You can see that in the screenshot above, we successfully started mysql-proxy, and then we need to test whether read-write separation works. First of all, we need to make sure that the master-slave synchronization has been successfully configured, and we have no problem with the previous test. First, we log in to turn off master-slave synchronization from the database and view the existing data in the current test1 data table:

The mysql-proxy port is configured at 4040. Next, log in to port 4040 using the root account created yesterday for master-slave synchronization, and insert several pieces of data:

Next, look at the data from the test1 data table of the main database:

Then look at the data from the test1 table from the database:

So we can find that when we write the data, it is written to the main database, that is, the write operation has been successfully separated.

Then continue to use the root account to query the data of the test1 data table:

You can see that the data found is from the database, because there is only one result. If it comes from the main database, there should be three new pieces of data that we just inserted, so it can be proved that our read operation separation is also successful. At this point, our master synchronization and read-write separation are all configured successfully, and we can use this port 4040 root user to proxy database operations in the project. If it is a write operation, the agent will execute it to the master database, and if it belongs to a read operation, the agent will execute it to the slave database to achieve the separation of Mysql read and write.

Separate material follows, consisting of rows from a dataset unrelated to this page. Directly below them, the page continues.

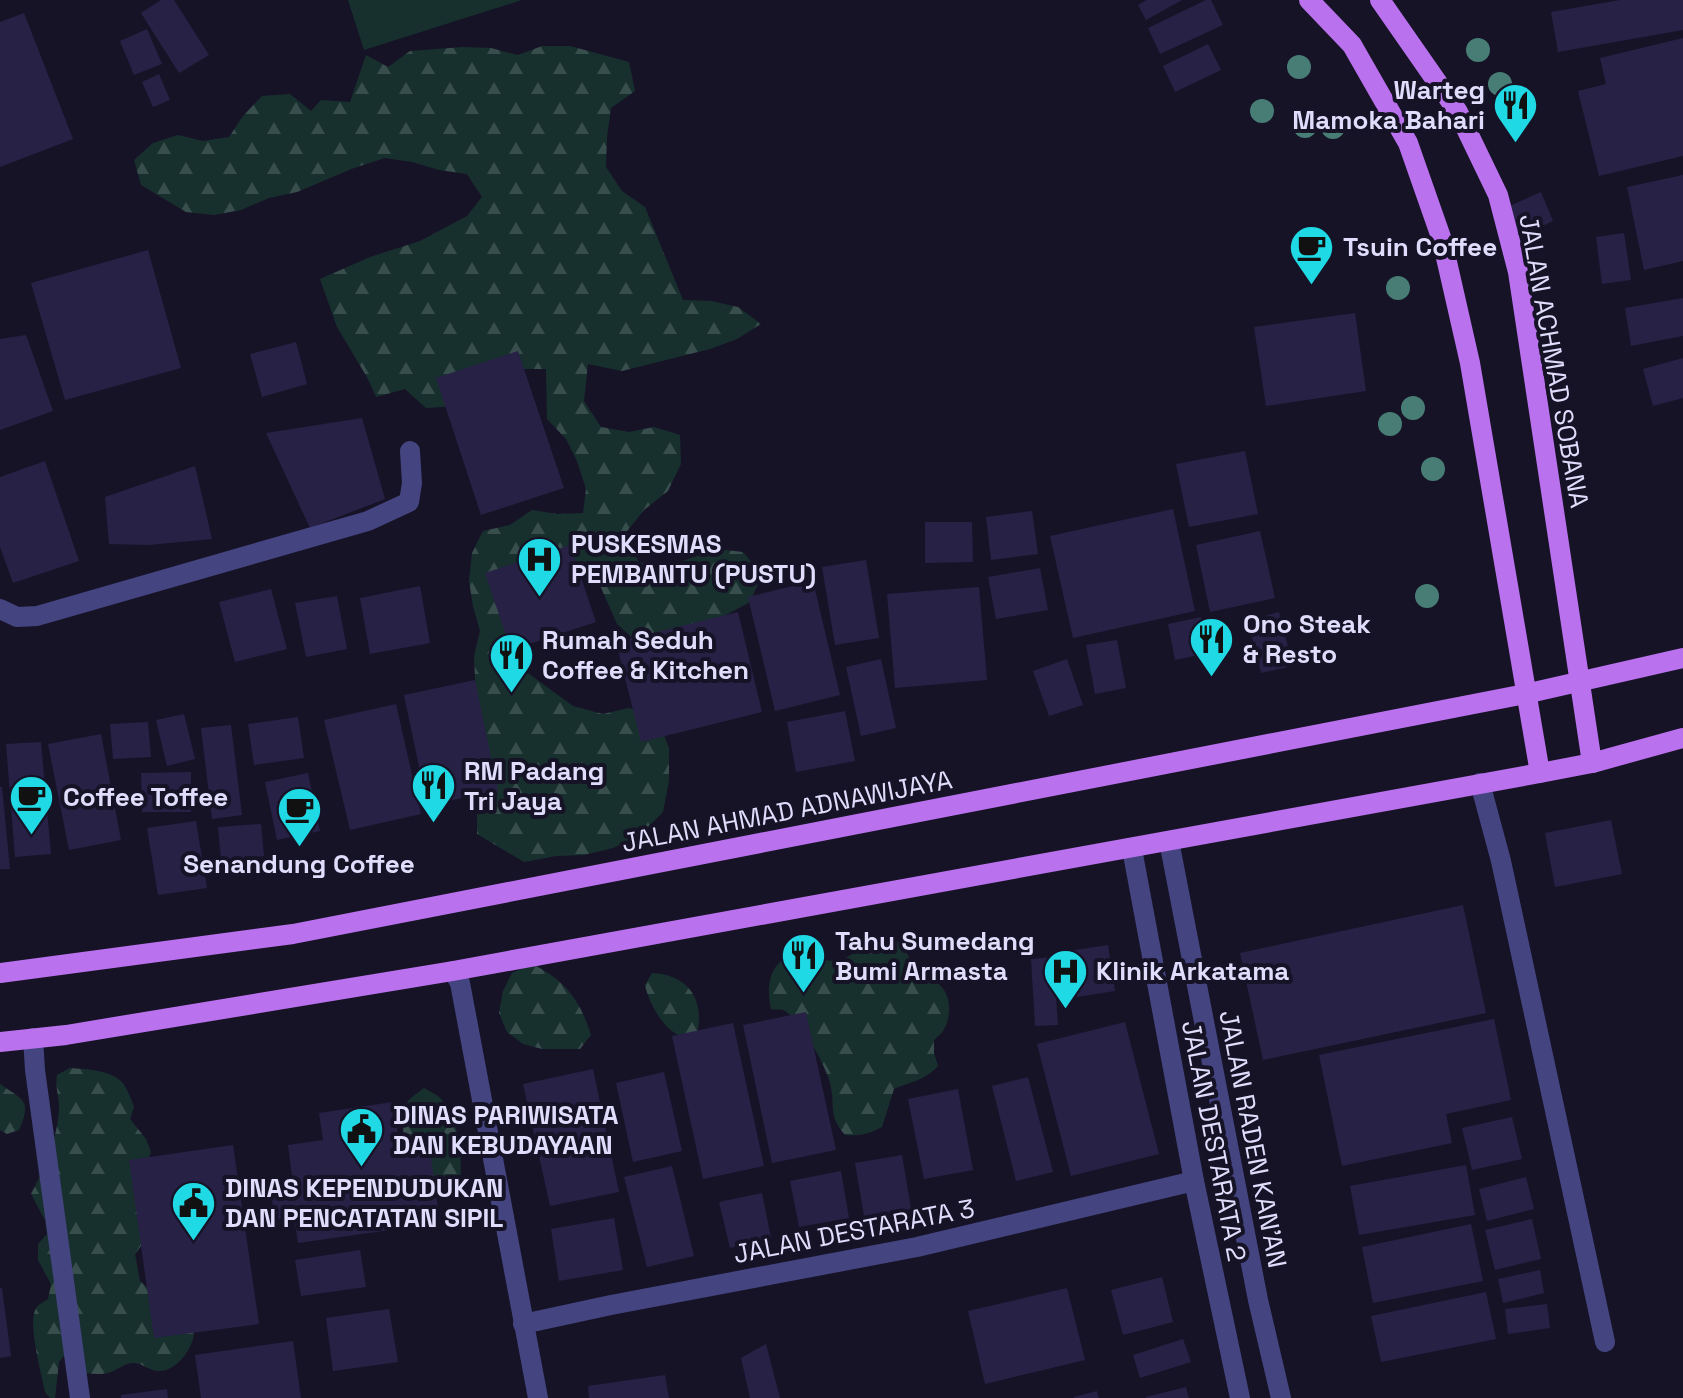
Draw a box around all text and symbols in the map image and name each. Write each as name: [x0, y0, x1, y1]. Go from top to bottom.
place label: Warteg Mamoka Bahari: [1292, 73, 1485, 137]
restaurant icon: Warteg Mamoka Bahari: [1492, 81, 1540, 144]
street label: JALAN ACHMAD SOBANA: [1511, 211, 1597, 511]
cafe icon: Tsuin Coffee: [1288, 223, 1336, 286]
place label: Tsuin Coffee: [1343, 230, 1497, 264]
place label: PUSKESMAS PEMBANTU (PUSTU): [571, 527, 816, 591]
hospital icon: PUSKESMAS PEMBANTU (PUSTU): [516, 535, 564, 598]
place label: Ono Steak & Resto: [1243, 607, 1371, 671]
restaurant icon: Ono Steak & Resto: [1188, 615, 1236, 678]
place label: Rumah Seduh Coffee & Kitchen: [542, 623, 749, 687]
restaurant icon: Rumah Seduh Coffee & Kitchen: [487, 631, 535, 694]
place label: RM Padang Tri Jaya: [464, 754, 604, 818]
restaurant icon: RM Padang Tri Jaya: [409, 762, 457, 825]
street label: JALAN AHMAD ADNAWIJAYA: [619, 762, 955, 860]
cafe icon: Coffee Toffee: [8, 773, 56, 836]
place label: Coffee Toffee: [63, 780, 228, 814]
cafe icon: Senandung Coffee: [275, 785, 323, 848]
place label: Senandung Coffee: [183, 847, 415, 881]
place label: Tahu Sumedang Bumi Armasta: [835, 924, 1035, 988]
restaurant icon: Tahu Sumedang Bumi Armasta: [780, 932, 828, 995]
hospital icon: Klinik Arkatama: [1041, 947, 1089, 1010]
place label: Klinik Arkatama: [1096, 954, 1289, 988]
street label: JALAN RADEN KAN'AN: [1211, 1007, 1295, 1271]
street label: JALAN DESTARATA 2: [1174, 1018, 1254, 1264]
place label: DINAS PARIWISATA DAN KEBUDAYAAN: [393, 1098, 619, 1162]
public building icon: DINAS PARIWISATA DAN KEBUDAYAAN: [338, 1106, 386, 1169]
place label: DINAS KEPENDUDUKAN DAN PENCATATAN SIPIL: [225, 1171, 503, 1235]
public building icon: DINAS KEPENDUDUKAN DAN PENCATATAN SIPIL: [170, 1179, 218, 1242]
street label: JALAN DESTARATA 3: [731, 1191, 977, 1271]

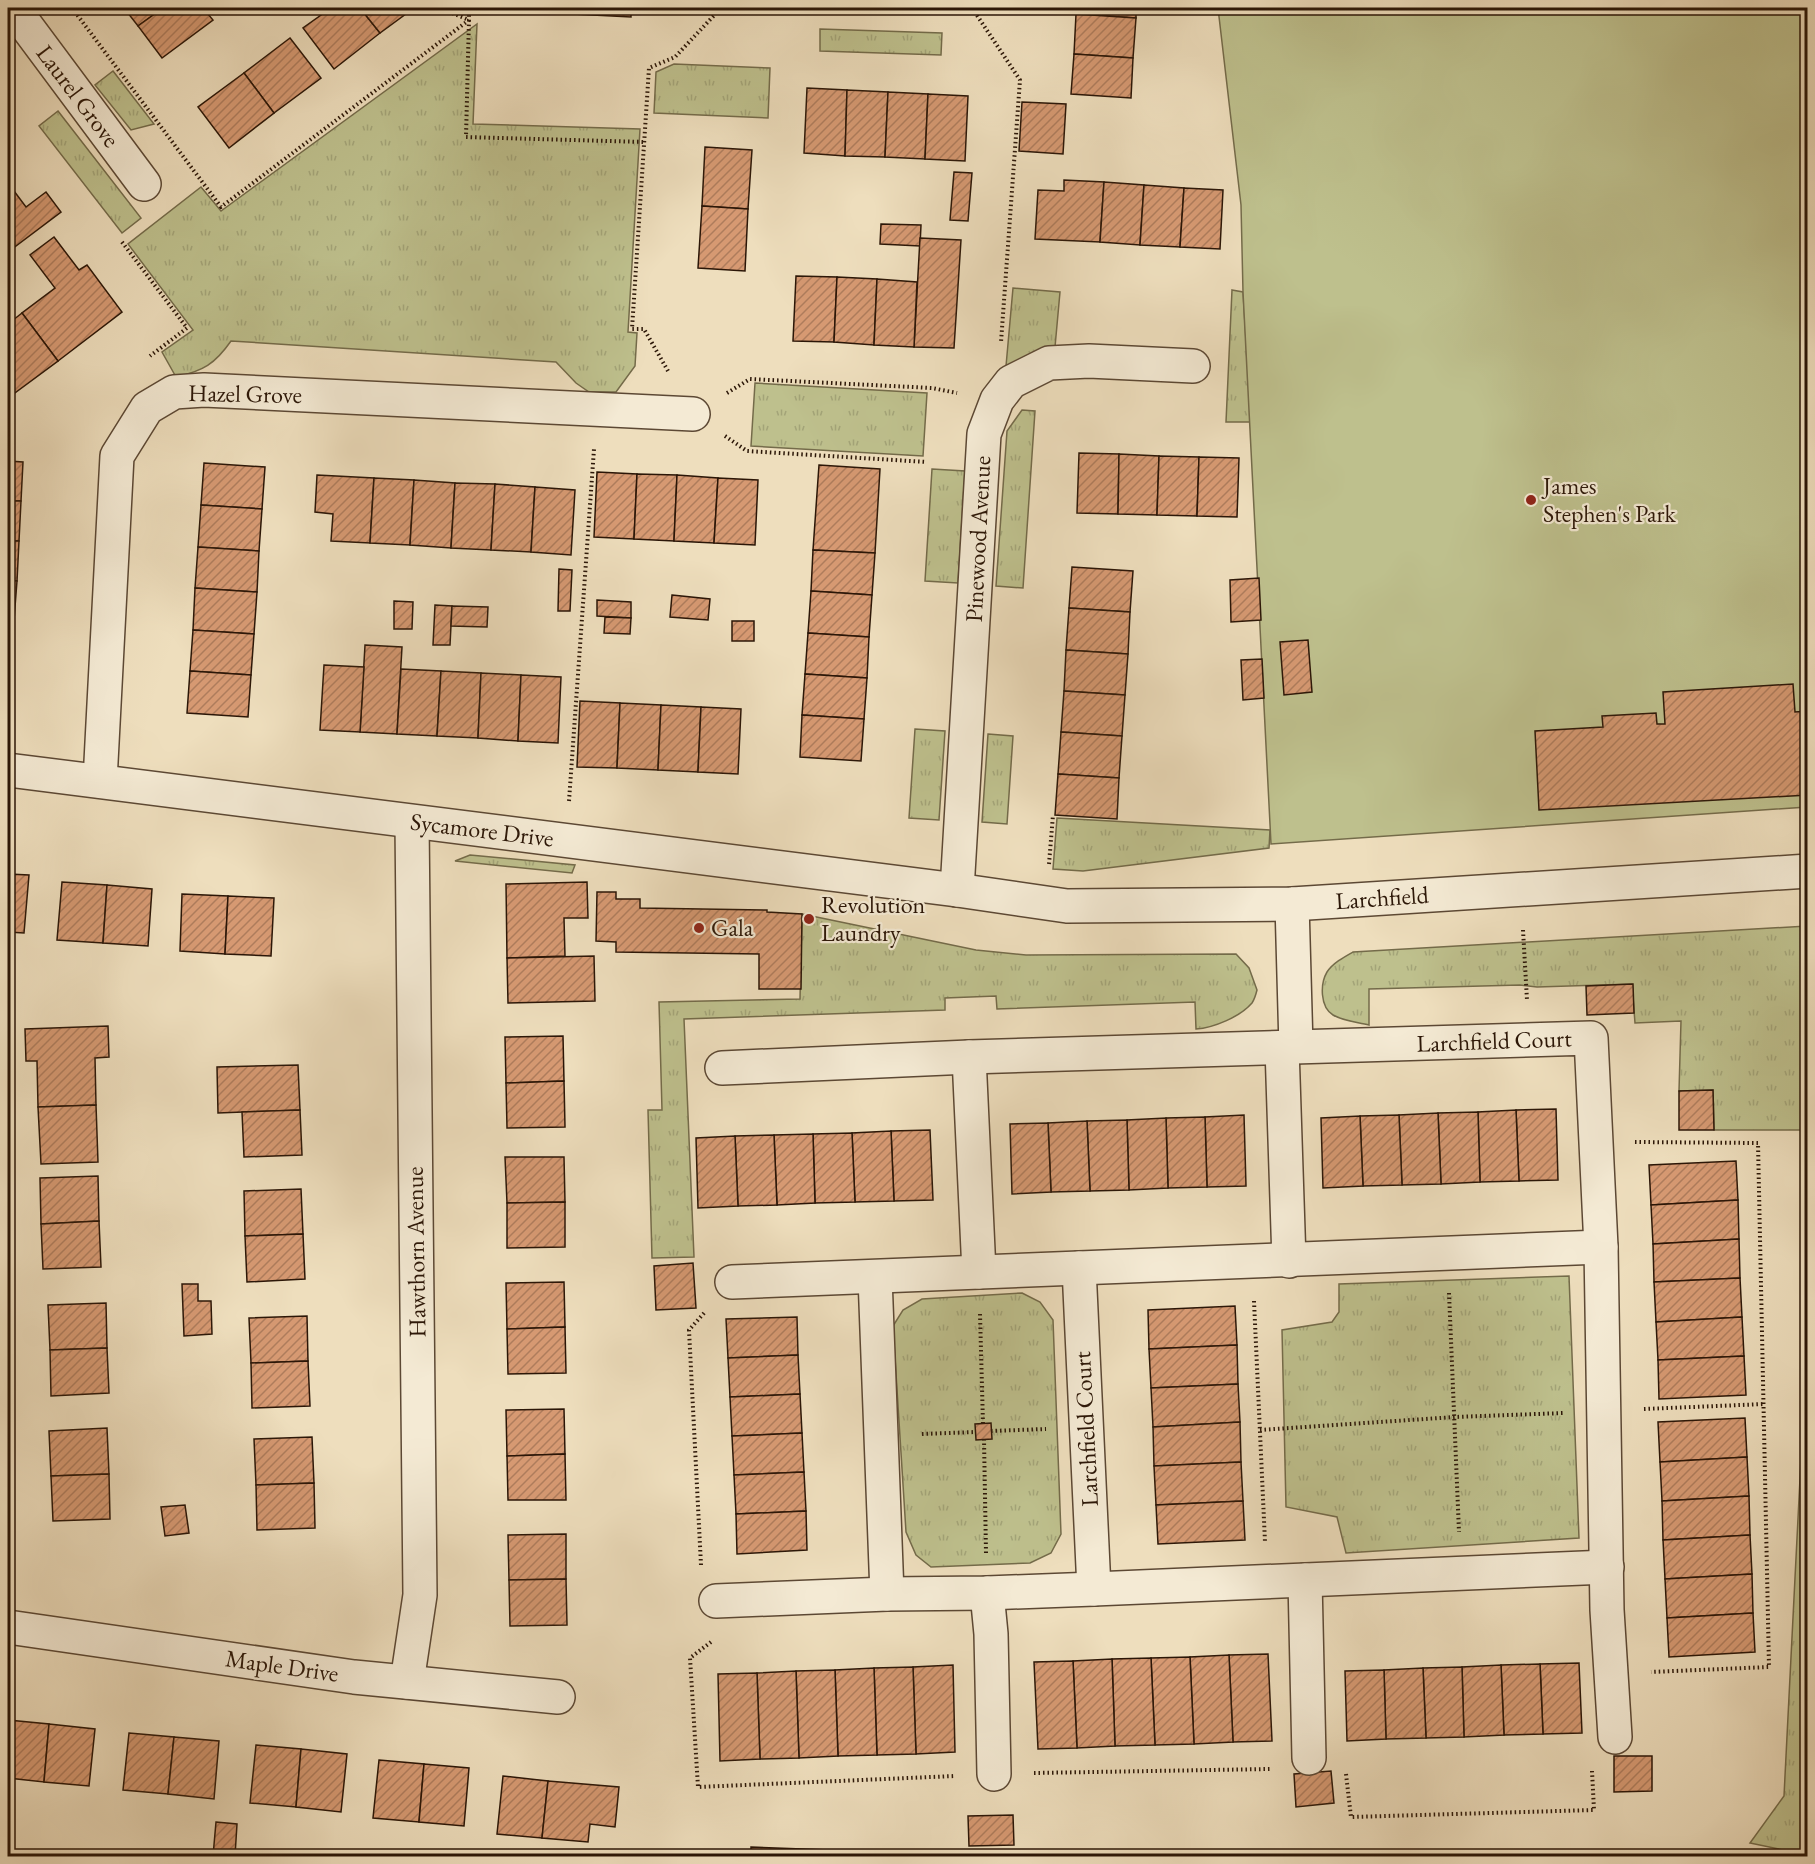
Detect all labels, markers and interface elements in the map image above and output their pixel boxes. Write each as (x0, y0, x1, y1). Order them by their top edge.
street label: Laurel Grove (30, 38, 127, 153)
street label: Hazel Grove (188, 377, 302, 410)
street label: Pinewood Avenue (958, 455, 997, 623)
place label: James Stephen's Park (1541, 470, 1677, 529)
marker: James Stephen's Park (1524, 493, 1538, 507)
street label: Sycamore Drive (409, 805, 555, 854)
street label: Larchfield (1334, 879, 1430, 916)
place label: Revolution Laundry (821, 889, 926, 948)
place label: Gala (711, 912, 754, 943)
marker: Revolution Laundry (802, 912, 816, 926)
marker: Gala (692, 921, 706, 935)
street label: Larchfield Court (1416, 1022, 1573, 1059)
street label: Hawthorn Avenue (399, 1166, 432, 1338)
street label: Larchfield Court (1066, 1350, 1105, 1507)
street label: Maple Drive (223, 1642, 341, 1689)

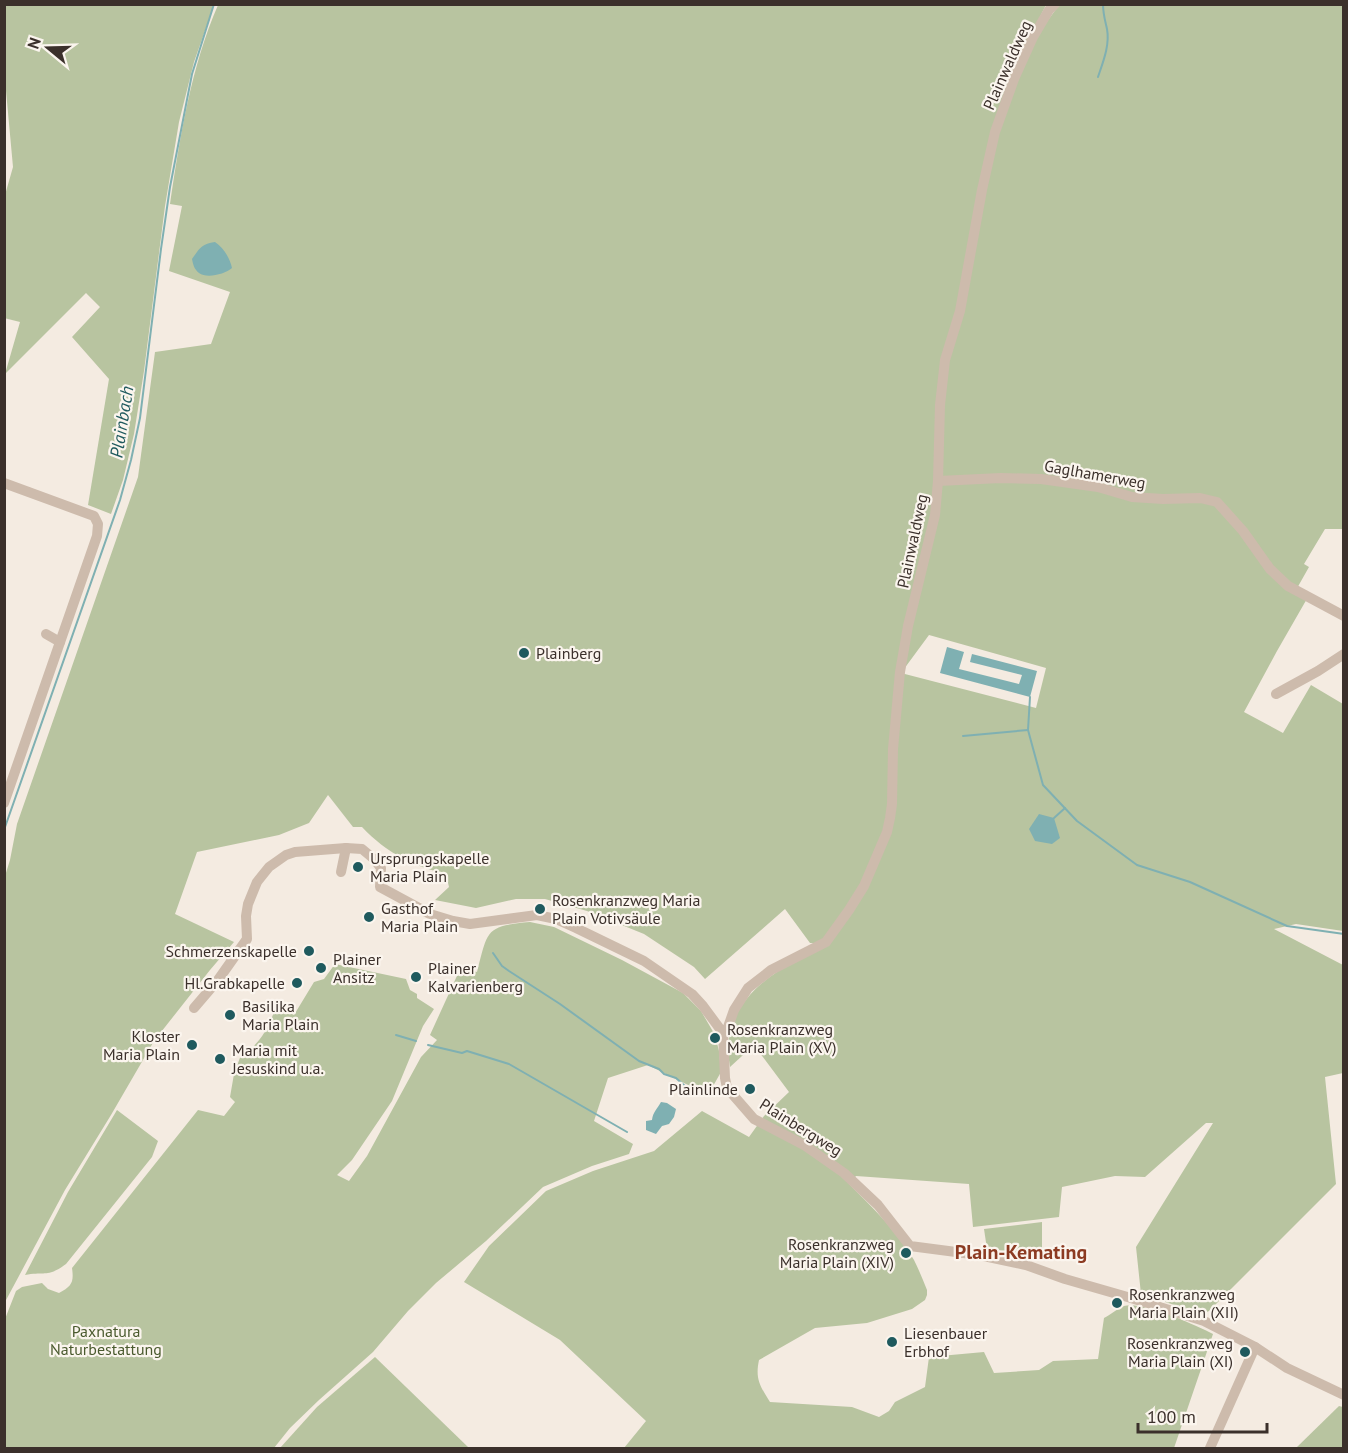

A brief Analysis of mysql-proxy execution process

The purpose of our testing here is to facilitate the use of an one-master-one-slave architecture for testing, but in many cases, there is more than one back-end Mysql service. Let's finally take a look at the workflow of mysql-proxy:

In fact, the connect_server () function is called when the client initiates a connection to mysql-proxy. If this function is not implemented, mysql-proxy uses polling by default to find the appropriate client proxy to request to the client.

The user passes the account password and other information when the user verifies the account permissions, and mysql-proxy will call the read_auth () function. When the back-end mysql service authenticates the result to mysql-proxy, mysql-proxy will call read_auth_result () and return the authentication result to the client.

The authentication was successful. Every time the client initiates a request mysql-proxy, it calls read_query () to handle the business logic forwarded in the middle. Then when the back-end mysql service passes the query result to mysql-proxy, it calls read_query_result () to process the result set, and finally returns the result set to the client.

This is the end of the answer to the question on how to separate reading and writing in Mysql. I hope the above content can be of some help to you. If you still have a lot of doubts to be solved, you can follow the industry information channel for more related knowledge.